What are some of the opportunities with voice interfaces?
  • Accessibility to all - no need to be tech savvy to use technology, everyone can do it regardless of education (although I would say that even though this is true for voice, it needs to be and can be true for any interface).
  • Device ubiquity - no need to carry a device with you at all times to interface with the world; all smart devices can be a portal for interfacing.
What needs to be done to get to this world:
  • Technology needs to adapt to us, not the other way around
  • Need to move beyond simple input/output interfaces
  • Need to design interfaces for speech
  • Need to move away from evolving products by adding features to evolving products by creating stories of how they are used (again, needs to happen regardless of voice interface)
  • Need to create a persona for gluing together the different interfaces into one coherent interaction point and giving an experience across multiple devices
  • Teach the technology to understand the context of our speech - we understand what it is, technology needs to as well.  The tools we need for this are only just now being developed.
  • Need to understand that localization is not just language, it's the whole cultural frame of reference.
  • Need to strive towards conversations that are multi-modal, not just audio.



Wednesday, March 15, 2017

SXSW Day 3 session 3: AI Replaces search: the future of customer acquisition

A panel discussion with Amanda Richardson (Hotel Tonight), Brian Witlin (Yummly), Charles Jolley (Ozlo) and Rangan Majumder (Microsoft).
The panel discussed how AI, specifically through the voice personal assistant (e.g. Siri, Cortana, Google now, etc.), will be supplanting search.

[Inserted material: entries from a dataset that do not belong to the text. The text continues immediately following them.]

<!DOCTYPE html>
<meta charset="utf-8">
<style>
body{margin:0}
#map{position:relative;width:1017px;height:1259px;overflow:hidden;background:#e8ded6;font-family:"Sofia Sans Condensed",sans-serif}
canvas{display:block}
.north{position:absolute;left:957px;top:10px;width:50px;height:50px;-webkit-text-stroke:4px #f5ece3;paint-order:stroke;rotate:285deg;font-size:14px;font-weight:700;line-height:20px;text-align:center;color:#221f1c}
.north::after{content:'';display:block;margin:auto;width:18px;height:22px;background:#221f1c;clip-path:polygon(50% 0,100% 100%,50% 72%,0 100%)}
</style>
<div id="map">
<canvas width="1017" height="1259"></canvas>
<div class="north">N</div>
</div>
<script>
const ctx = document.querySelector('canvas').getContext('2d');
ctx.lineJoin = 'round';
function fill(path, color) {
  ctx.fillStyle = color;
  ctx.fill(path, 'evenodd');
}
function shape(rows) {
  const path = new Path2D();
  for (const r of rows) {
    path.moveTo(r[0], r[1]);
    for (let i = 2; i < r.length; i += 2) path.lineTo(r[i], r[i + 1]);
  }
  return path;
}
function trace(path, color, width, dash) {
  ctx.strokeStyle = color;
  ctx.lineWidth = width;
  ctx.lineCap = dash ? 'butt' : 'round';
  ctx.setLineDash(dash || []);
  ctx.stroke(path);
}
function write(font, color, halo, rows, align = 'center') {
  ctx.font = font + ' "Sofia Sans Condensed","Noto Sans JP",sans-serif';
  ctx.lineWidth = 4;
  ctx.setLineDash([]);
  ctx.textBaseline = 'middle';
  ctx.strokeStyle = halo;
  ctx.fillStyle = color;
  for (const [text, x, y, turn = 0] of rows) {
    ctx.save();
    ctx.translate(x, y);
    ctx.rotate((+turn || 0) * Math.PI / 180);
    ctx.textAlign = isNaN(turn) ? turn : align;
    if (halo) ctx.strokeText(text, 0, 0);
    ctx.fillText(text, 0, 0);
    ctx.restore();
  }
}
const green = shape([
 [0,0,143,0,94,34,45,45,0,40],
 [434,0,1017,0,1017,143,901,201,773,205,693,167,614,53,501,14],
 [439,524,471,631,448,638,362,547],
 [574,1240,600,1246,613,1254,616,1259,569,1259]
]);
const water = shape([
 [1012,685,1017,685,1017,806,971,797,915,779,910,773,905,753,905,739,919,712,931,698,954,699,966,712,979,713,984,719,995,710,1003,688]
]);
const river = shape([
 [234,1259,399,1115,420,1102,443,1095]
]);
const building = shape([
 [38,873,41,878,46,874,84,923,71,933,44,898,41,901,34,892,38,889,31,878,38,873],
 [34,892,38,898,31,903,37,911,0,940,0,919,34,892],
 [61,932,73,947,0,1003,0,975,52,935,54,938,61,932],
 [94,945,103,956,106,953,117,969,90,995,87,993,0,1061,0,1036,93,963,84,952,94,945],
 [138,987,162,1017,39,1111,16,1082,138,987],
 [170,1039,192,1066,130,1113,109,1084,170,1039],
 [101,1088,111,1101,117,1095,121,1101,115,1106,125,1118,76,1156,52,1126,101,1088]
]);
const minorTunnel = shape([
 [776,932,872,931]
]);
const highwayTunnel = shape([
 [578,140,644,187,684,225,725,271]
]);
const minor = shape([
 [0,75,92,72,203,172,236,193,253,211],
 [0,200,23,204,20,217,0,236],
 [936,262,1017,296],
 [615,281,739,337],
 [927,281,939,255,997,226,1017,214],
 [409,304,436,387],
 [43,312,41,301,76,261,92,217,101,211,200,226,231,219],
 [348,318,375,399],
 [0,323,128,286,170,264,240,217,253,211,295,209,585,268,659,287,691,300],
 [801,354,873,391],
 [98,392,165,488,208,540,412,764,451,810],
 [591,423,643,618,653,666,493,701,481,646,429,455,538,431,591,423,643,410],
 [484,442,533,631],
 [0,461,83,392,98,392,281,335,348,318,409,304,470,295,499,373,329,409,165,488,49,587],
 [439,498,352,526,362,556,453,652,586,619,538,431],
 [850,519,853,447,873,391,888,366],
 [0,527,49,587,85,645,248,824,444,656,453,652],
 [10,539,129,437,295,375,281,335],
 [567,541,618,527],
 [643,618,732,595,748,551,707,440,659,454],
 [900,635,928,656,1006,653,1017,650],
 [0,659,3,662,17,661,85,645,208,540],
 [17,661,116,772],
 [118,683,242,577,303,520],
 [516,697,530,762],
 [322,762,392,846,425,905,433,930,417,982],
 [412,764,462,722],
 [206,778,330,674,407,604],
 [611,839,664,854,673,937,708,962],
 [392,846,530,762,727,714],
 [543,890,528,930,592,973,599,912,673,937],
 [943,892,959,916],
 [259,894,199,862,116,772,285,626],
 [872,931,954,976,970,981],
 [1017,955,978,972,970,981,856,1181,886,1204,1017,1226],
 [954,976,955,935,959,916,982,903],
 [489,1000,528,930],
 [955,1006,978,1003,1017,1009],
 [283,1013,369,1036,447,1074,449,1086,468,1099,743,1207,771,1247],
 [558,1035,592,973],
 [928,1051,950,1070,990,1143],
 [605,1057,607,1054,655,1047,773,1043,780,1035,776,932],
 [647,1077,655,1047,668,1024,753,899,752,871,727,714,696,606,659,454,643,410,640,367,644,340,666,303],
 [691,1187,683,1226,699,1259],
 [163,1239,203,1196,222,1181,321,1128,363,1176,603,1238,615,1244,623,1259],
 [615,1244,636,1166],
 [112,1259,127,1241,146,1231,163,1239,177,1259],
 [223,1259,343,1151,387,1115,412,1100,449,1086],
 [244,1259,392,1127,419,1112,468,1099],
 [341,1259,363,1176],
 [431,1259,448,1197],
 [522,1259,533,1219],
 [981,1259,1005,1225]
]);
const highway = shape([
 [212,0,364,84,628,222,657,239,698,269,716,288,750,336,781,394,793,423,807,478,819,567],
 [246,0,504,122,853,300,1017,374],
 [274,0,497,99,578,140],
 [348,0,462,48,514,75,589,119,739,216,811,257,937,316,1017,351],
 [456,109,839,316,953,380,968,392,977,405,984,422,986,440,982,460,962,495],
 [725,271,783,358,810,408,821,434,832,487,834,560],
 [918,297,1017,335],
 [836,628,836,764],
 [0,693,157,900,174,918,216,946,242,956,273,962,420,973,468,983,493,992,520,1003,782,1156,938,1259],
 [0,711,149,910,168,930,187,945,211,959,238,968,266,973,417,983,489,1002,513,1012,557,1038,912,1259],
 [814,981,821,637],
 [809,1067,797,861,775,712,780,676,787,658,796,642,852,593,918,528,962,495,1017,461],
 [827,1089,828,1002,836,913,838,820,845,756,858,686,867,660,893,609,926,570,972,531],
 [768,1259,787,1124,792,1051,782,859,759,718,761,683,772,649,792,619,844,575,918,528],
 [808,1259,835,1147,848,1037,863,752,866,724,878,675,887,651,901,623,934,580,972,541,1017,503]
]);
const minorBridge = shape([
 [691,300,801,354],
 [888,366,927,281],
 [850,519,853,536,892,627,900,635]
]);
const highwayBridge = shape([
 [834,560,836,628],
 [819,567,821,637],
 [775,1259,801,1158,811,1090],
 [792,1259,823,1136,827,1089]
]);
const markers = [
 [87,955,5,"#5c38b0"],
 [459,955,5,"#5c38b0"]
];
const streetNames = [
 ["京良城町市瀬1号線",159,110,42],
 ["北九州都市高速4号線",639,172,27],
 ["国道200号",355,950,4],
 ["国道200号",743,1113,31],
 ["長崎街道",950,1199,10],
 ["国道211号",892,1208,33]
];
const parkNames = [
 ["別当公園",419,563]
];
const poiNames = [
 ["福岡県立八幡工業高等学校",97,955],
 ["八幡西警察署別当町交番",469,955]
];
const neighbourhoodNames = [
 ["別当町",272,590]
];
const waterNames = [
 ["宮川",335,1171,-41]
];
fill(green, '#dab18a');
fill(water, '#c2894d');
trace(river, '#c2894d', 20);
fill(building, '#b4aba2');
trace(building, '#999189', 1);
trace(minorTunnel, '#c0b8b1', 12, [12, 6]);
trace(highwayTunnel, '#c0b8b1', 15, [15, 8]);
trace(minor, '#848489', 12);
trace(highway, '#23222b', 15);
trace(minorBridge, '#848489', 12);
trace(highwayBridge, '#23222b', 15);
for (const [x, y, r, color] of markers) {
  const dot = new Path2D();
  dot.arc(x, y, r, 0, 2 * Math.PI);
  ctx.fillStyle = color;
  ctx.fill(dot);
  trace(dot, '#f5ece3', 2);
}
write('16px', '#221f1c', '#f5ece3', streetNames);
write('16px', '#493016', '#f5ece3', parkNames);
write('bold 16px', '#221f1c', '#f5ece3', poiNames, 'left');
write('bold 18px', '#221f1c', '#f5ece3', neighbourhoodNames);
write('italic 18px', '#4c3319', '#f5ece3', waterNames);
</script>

With search, you get back a list of results from which you can choose.  With a voice personal assistant, you typically get back only one result, and that's determined directly by the assistant operator (Apple, Google, and such).  How do companies make sure they are selected to be the one result?  The assistant provides the assistant operator power over the service provider, especially aggregation service providers (sites that aggregate hotel services, like Hotel tonight for example).  The operator can select whoever they want, making a deal with one provider to the exclusion of all others.  A more likely scenario would be real-time bidding: if I say to the assistant to find me a hotel in Austin, the operator can hold a real time bid among all hotel service providers, and the one that wins the bid is the one that gets used (like in advertising).
The problem is that even if you win the bid, it doesn't mean that the consumer is necessarily exposed to the service provider - they may only be exposed to the end product.  Taking the hotel example from above, even if HotelTonight wins the bid and provides a hotel offer of Marriott in downtown, the assistant will communicate which hotel it selected, and not that it got it on HotelTonight.  That means that HotelTonight will lose the customer relationship, which is today one of their key assets.  So these companies will need to shift their monetization strategies to anatomized services.

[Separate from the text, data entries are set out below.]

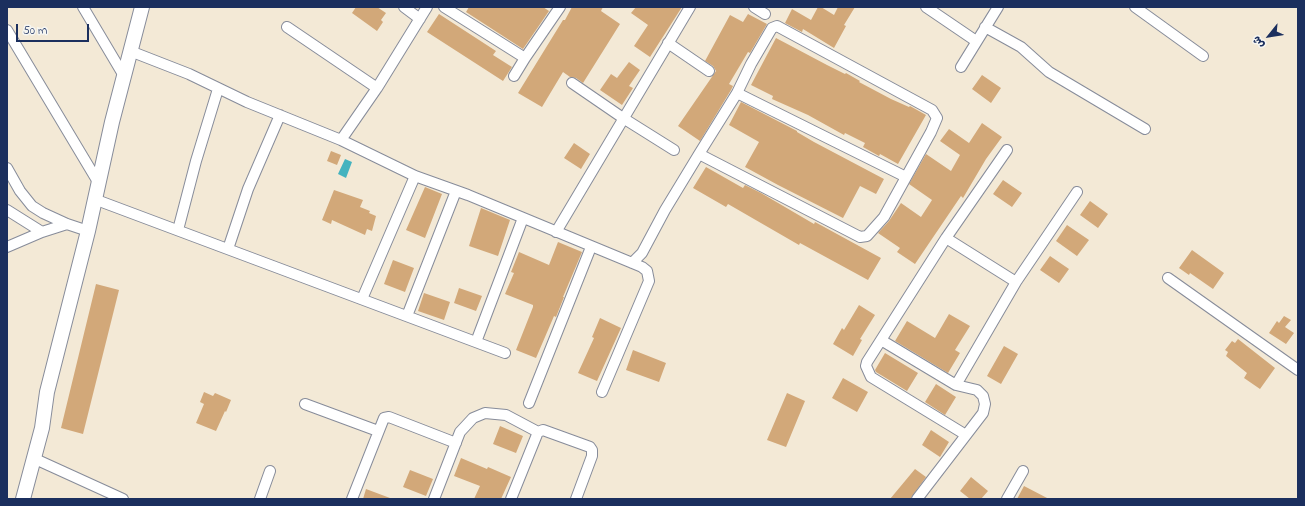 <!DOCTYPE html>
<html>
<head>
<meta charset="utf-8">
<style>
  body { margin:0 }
  #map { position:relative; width:1305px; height:506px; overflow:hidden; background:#f3e9d6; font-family:"Indie Flower","Playpen Sans Arabic",sans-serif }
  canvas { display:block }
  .frame { position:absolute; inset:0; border:8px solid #1b2f5e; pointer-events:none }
  .north { position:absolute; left:1249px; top:16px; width:40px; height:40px; -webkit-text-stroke:3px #f6f6f2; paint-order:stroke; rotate:240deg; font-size:11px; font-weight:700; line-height:16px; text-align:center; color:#1b2f5e }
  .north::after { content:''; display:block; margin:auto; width:14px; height:18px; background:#1b2f5e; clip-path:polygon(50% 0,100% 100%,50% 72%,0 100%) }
  .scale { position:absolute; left:16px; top:24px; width:73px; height:18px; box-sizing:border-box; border:2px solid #1b2f5e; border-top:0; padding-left:5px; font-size:12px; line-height:14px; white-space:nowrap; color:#1b2f5e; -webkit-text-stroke:3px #f6f6f2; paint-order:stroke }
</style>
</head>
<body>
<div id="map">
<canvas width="1305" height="506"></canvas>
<div class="frame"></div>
<div class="north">ش</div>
<div class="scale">50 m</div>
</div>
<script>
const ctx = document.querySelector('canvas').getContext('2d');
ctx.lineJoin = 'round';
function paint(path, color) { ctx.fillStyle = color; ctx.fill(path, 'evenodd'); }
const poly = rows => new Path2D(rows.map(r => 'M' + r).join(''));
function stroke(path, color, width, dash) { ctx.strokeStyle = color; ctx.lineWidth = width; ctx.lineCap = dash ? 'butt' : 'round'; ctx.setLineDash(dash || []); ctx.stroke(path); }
paint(poly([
  [345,159,352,162,346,178,338,174]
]), '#44b3bf');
paint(poly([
  [356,7,377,7,386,13,381,20,383,22,377,31,352,13],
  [469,7,543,7,549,11,523,49,466,12],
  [572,7,603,7,601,11,620,24,583,83,576,78,570,77,563,72,542,107,518,93,563,20,565,20],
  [636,7,682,7,650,57,634,46,648,25,631,13],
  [818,7,821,7,834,15,838,7,855,7,844,25,846,26,834,48,803,29,802,32,785,23,792,9,811,20],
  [439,14,496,51,493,55,512,67,503,81,427,32],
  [748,14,767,24,750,53,748,52,729,84,733,86,731,90,700,141,678,126,716,71,713,66,705,61,730,15,743,22],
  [776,38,827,65,845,74,846,73,860,81,859,82,891,99,909,107,910,106,926,115,898,164,880,154,879,156,863,147,865,143,845,133,844,135,808,115,772,99,773,96,751,85],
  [629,62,640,70,629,86,633,88,622,105,600,90,611,74,617,78],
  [982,75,1001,88,991,103,972,89],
  [741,102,797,131,797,132,814,142,884,179,876,194,860,186,843,218,778,185,745,167,759,142,729,125],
  [982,123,1002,137,986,159,963,198,961,196,915,264,897,252,900,248,878,233,889,221,901,203,921,217,932,200,909,184,926,154,951,171,960,155,940,141,949,129,969,143],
  [574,143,590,154,581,169,564,158],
  [331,151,341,155,337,165,327,161],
  [706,167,743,188,745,185,761,193,814,224,815,222,881,258,868,280,800,243,799,245,728,204,726,207,693,188],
  [1003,180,1022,193,1012,207,993,194],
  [425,187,442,194,425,238,406,230],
  [334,190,363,200,360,207,370,211,369,213,376,216,372,231,367,229,365,235,332,220,331,224,322,220],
  [1090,201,1108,214,1098,228,1080,215],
  [481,208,510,220,498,256,469,246],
  [1067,225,1089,240,1077,256,1056,241],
  [558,242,582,252,563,297,564,297,556,317,554,316,536,358,516,350,533,307,533,305,505,294,514,273,511,272,519,252,549,265],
  [1192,250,1224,273,1213,289,1190,273,1189,275,1179,268],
  [1050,256,1069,269,1059,283,1040,270],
  [393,260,414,268,405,292,384,284],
  [96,284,119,290,83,434,61,428],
  [459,288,482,296,476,311,454,303],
  [424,293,450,302,444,320,418,311],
  [859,305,875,315,860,339,862,340,853,356,833,344,842,328,844,330],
  [949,314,970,326,955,350,960,353,948,373,895,341,907,321,935,338],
  [1284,316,1291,320,1285,327,1294,333,1286,344,1269,333,1277,321,1279,323],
  [600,318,621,328,597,381,578,373,594,338,592,337],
  [1238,339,1275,368,1260,389,1244,378,1247,373,1226,356,1228,352,1225,350,1232,341,1235,343],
  [1004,346,1018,354,1001,384,987,376],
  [633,350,666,363,659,382,626,370],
  [885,353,918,373,907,391,876,372,875,370],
  [843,378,868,392,857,412,832,398],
  [936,384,956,397,945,415,925,402],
  [204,392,213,396,215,393,231,400,226,412,225,411,216,431,196,423,204,404,200,402],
  [787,393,805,401,786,447,767,440],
  [500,426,523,436,516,453,493,444],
  [931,430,949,442,940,457,922,445],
  [461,458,487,469,488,467,511,477,501,499,474,499,480,486,454,476],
  [915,469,926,477,910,499,890,499],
  [410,470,433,479,426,496,403,487],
  [971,477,988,491,981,499,970,499,960,491],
  [1024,486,1049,499,1017,499],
  [366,489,390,498,390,499,363,499]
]), '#d2a879');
const street = poly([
  [83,7,124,76],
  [404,7,420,19],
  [444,7,525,58],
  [754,7,765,14],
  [926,7,976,41],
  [1135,7,1203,56],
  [287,27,377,88],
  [985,27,1021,47,1049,72,1145,129],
  [7,30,98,182],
  [668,43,709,71],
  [130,51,189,74,247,102,341,140,415,176,468,195,642,267,647,271,649,281,602,392],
  [961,67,998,7],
  [514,76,525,58,560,7],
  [572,83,623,118,674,150],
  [737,93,906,177],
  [341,140,377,88,427,7],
  [7,168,20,191,32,206,43,213,67,224,88,231],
  [94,199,505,353],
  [7,210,42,232],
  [178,230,196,161,218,89],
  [556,232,690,7],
  [946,238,1016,282],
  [7,247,42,232,67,224],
  [228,249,248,189,280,115],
  [632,263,642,253,665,210,699,154,737,93,751,64,772,28,777,26,932,110,937,118,931,132,884,217,867,236,860,237,699,154],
  [1168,278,1298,370],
  [362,299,415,176],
  [407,316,456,191],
  [881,340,867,362,866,366,871,377,966,435],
  [476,342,523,218],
  [956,385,1016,282,1077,192],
  [529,403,591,247],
  [305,404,378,431],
  [33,458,123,499],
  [260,499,270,471],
  [352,499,384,418,389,417,456,443],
  [434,499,460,432,473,418,485,413,506,415,538,432],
  [511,499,538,432,543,430,590,447,592,450,592,456,576,499],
  [917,499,983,413,985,404,983,396,977,390,956,385,881,340,946,238,1007,150],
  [1007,499,1023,471]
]);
const secondary = poly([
  [23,499,42,428,47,392,88,231,112,122,142,7]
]);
stroke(street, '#878c9a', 12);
stroke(secondary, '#878c9a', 16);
stroke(street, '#fff', 10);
stroke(secondary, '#fff', 14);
</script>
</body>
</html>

Strangely enough, the representatives on the panel didn't seem to be very aware of the implication a move to digital assistants would have on their companies, or didn't seem to mind.  I asked the panel directly whether they are not concerned the digital assistant will turn them into a backend database service, and their potential to lose all customer relations.  Amanda Richardson challenged me back asking why they would need to own the customer relations; they get paid per hotel booked, so they just want to get bookings.  I think she's missing the bigger picture, but perhaps there's something I myself am missing.  At any rate, the digital assistant seems to me to be spelling a bleak future for these types of companies.